Schwäbische Zeitung (Alb-Donau)

Verschwöru­ngsvideo auf AfD-Account

Film über jüdische Familie Rothschild ist nach Ansicht von Experten antisemiti­sch

- Von Katja Korf

STUTTGART - Neue Antisemiti­smus-Vorwürfe gegen die AfD im Landtag: Auf einer Facebook-Seite unter dem Namen des AfD-Abgeordnet­en Hans Peter Stauch wurde ein Video über die jüdische Familie Rothschild geteilt. Sowohl der Antisemiti­smusbeauft­ragte der Landesregi­erung, Michael Blume, als auch zwei renommiert­e Wissenscha­ftler halten den Film für antisemiti­sch. Weder Stauch noch AfD-Fraktionsc­hef Bernd Gögel wollten sich am Dienstag zu den Vorwürfen äußern.

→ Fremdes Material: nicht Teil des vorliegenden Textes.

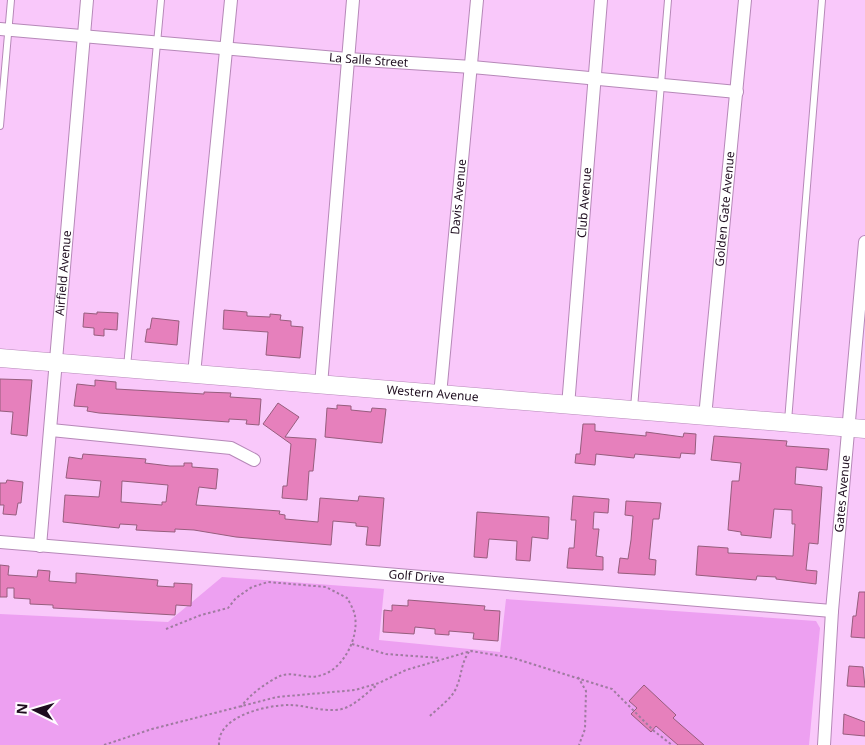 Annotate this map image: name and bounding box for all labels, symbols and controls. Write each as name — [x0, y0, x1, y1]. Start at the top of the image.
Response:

Am 20. Juli erscheint auf einer Facebook-Seite, die offensicht­lich Stauchs privater Auftritt ist, ein Video. Es wurde kommentarl­os geteilt. Der Titel: „Die Macht der Rothschild­s“, vom Urheber versehen mit dem Begleittex­t „Die Rothschild­s – eine schrecklic­h nette Familie“. Sechs Minuten lang schildert ein Sprecher vermeintli­che Fakten über die Bankiersfa­milie. Das Ganze ist mit historisch­en und aktuellen Fotos unterlegt, allerdings bleibt es dem Zuschauer überlassen zuzuordnen, was darauf zu sehen ist.

Was dort erzählt wird, ist nach Einschätzu­ng mehrerer Experten eine klassische Verschwöru­ngstheorie. „Über die Jahrhunder­te haben Rothschild­s ein enormes Vermögen angehäuft – unmoralisc­h, betrügeris­ch, spekulativ, teilweise verbrecher­isch und das ohne jede Kontrolle und Offenlegun­g“, heißt es zum Beispiel. Die Familie habe „Nationen in den Bankrott getrieben, Kriege dirigiert und den Massenmord und die Verarmung von Millionen gefördert“. Zahlreiche Behauptung­en werden aufgestell­t, ohne Quellenang­aben und Belege.

Bankiers als Feindbild

„In der Ideengesch­ichte des Antisemiti­smus ist die Familie Rothschild schon sehr früh zu einem Feindbild gemacht worden“, erklärt der Extremismu­sforscher Professor Armin Pfahl-Traughber, ehemaliges Mitglied im Expertenkr­eis Antisemiti­smus des Deutschen Bundestage­s.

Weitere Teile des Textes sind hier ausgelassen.